### What you need to do
No pictures in the copy. Write out the listing below exactly.

### Available data
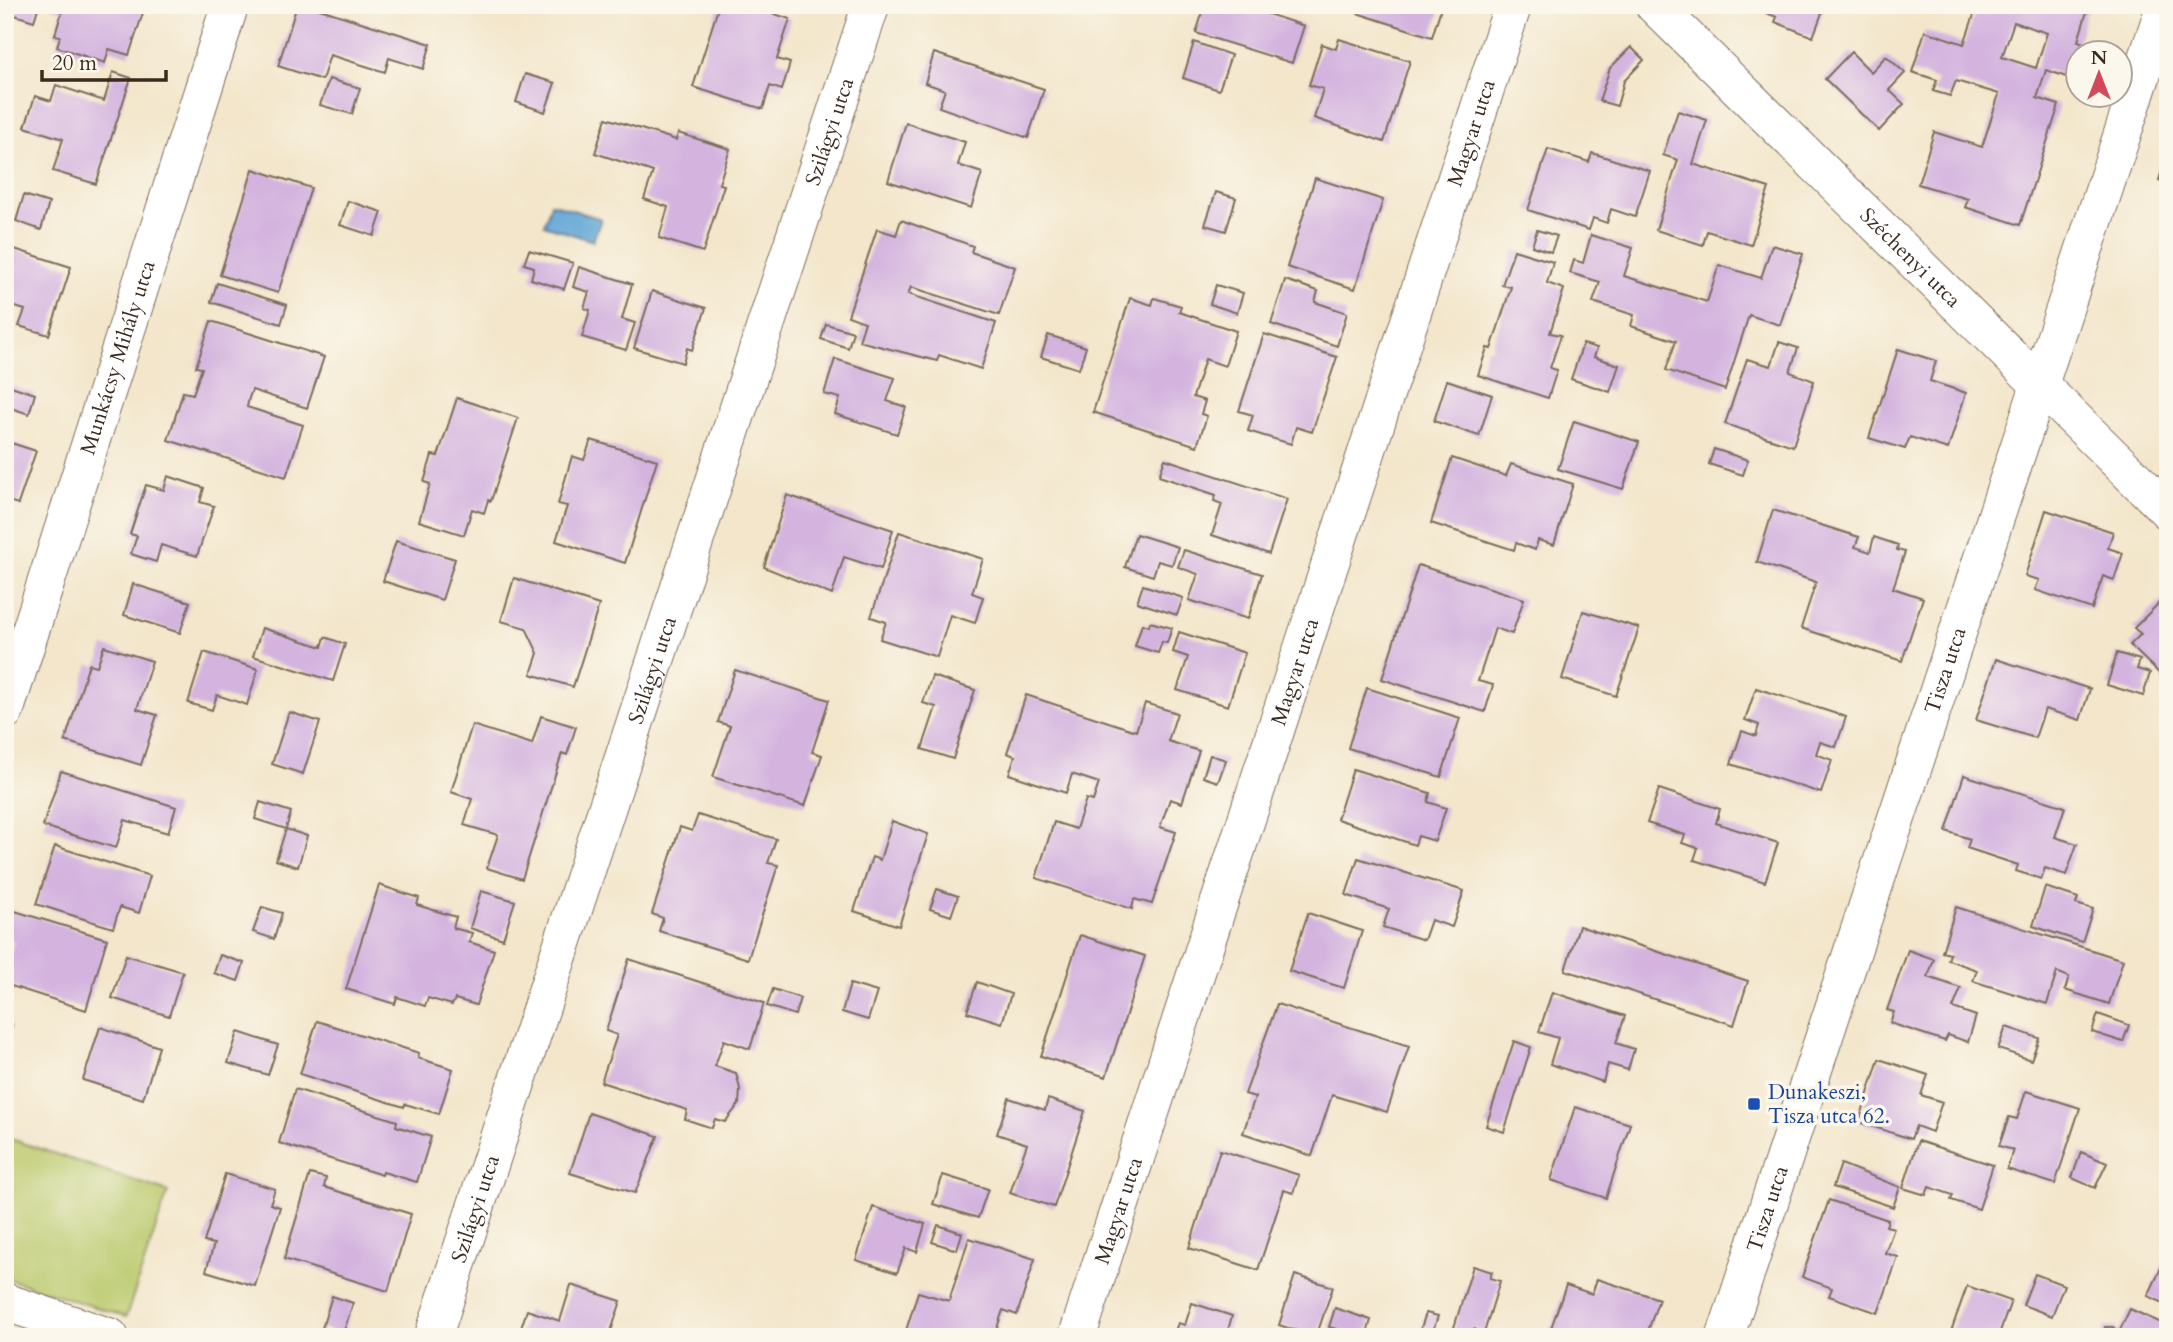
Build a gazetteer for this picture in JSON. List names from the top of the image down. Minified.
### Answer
{"streets":{"street":["Szilágyi utca","Magyar utca","Széchenyi utca","Munkácsy Mihály utca","Tisza utca"]},"crossings":[["Széchenyi utca","Tisza utca"]],"places":{"transit":["Dunakeszi, Tisza utca 62."]},"scale_bar":"20 m","north":"top"}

### Solution to this exercise
Build a gazetteer for this picture in JSON. List names from the top of the image down. Minified.
### Answer
{"streets":{"street":["Szilágyi utca","Magyar utca","Széchenyi utca","Munkácsy Mihály utca","Tisza utca"]},"crossings":[["Széchenyi utca","Tisza utca"]],"places":{"transit":["Dunakeszi, Tisza utca 62."]},"scale_bar":"20 m","north":"top"}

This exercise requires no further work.